Turning the world’s biggest landfill into a NYC solar power plant

Tue, 11/26/2013 - 3:00pm
Kasey Panetta, Managing Editor

In a recent Engineering Update, we took a look at Japan’s largest solar power plant, which boasts the capability of powering 22,000 homes with its 313 acre facility. Now, we’re checking out New York’s newest solar project. This solar facility will be located at Freshkills Park on Staten Island and was, at one point, considered to be the largest landfill in the world. As you can imagine a city with over 8 million people create a lot of trash and, as the principal landfill, much of it ended up at this 2,200 acre park. In fact at its highest trash peak, the waste facility, which opened in 1947, was adding 650 tons of garbage to the site every day. More recently, after 9/11 the site was used as a sorting grounds for much of the rubble, some of which is buried on-site.
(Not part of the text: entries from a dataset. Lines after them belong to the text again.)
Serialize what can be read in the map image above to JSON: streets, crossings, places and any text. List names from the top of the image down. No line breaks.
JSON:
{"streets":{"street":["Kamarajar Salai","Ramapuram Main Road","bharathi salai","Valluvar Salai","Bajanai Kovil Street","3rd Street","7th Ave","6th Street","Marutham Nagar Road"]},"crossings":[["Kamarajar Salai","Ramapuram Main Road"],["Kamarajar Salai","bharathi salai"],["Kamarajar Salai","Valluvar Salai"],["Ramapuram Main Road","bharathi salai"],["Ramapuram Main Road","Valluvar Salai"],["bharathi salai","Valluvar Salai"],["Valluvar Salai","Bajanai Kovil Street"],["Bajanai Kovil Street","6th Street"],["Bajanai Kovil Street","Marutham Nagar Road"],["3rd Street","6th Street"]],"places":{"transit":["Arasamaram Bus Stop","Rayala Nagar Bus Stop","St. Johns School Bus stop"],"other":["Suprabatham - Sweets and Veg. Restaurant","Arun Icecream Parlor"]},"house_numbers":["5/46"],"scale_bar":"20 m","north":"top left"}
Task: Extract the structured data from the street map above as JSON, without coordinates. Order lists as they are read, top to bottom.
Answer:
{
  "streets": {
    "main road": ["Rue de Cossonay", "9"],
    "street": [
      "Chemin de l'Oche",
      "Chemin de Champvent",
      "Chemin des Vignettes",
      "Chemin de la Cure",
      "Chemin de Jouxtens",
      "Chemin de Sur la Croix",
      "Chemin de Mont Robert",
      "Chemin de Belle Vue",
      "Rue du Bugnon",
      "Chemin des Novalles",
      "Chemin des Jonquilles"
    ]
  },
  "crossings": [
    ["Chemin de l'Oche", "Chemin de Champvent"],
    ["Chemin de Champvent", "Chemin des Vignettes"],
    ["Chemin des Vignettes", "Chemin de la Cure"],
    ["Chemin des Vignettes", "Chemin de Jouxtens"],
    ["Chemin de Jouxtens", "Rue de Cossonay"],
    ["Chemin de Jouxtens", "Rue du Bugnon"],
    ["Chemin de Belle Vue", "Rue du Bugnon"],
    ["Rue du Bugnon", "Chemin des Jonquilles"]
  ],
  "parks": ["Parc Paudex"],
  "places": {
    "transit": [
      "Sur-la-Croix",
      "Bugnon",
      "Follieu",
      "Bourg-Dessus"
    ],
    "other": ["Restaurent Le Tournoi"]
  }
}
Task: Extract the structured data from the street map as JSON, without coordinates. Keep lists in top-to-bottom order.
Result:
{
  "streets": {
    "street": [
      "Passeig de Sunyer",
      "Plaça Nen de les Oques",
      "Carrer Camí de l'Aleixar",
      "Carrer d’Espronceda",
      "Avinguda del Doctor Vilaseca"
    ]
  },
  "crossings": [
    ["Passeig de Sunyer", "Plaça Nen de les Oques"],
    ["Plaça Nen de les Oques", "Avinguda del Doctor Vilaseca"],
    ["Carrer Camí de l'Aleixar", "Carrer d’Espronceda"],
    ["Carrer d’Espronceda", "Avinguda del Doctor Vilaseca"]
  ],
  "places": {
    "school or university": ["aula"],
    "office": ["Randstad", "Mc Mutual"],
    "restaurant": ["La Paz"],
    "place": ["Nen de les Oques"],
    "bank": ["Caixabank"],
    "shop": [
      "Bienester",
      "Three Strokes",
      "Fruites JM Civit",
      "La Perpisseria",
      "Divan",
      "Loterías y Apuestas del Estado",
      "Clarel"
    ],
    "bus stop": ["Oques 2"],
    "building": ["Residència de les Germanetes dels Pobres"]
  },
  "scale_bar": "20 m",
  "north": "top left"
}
 A rendering of the 47-acre solar installation at Freshkills Park on Staten Island.In an attempt to "restore balance to the landscape" there has been a concerted effort over the past years to turn the giant landfill into something more environmentally and people-friendly. This means utilizing the park, which is divided into five sections, for recreation including hiking, horseback riding, plant and animal viewing, boating, sports and other activites. The rehab started in 2006 and is supposed to take 30 years to fully revitalize the area.

The solar power plant will occupy just 47 acres of the available land as plans to rehabilitate the area involve turning the rest of the park into actual educational and enjoyable land. Altogether, it will supply about 50 megawatts of power or enough to power about 2,000 homes. The whole facility will house about 35,000 high-efficiency solar panels installed and operated by Sun Edison. The panels will increase NYC’s current renewable energy capacity by 50 percent.

In addition to the solar power plant currently being built, the site also provides a large amount of methane, which the city harvests, purifies and sells to National Grid. The site generates 5 million cubic feet of usable methane (enough to heat 20,000 to 30,000 homes) and makes about 1 million dollars per month from the sale.

This is a great use of historically unusable land. Landfills are a tough environmental problem, and it's nice to see the city attempting to use the land to benefit the city and the population that calls it home.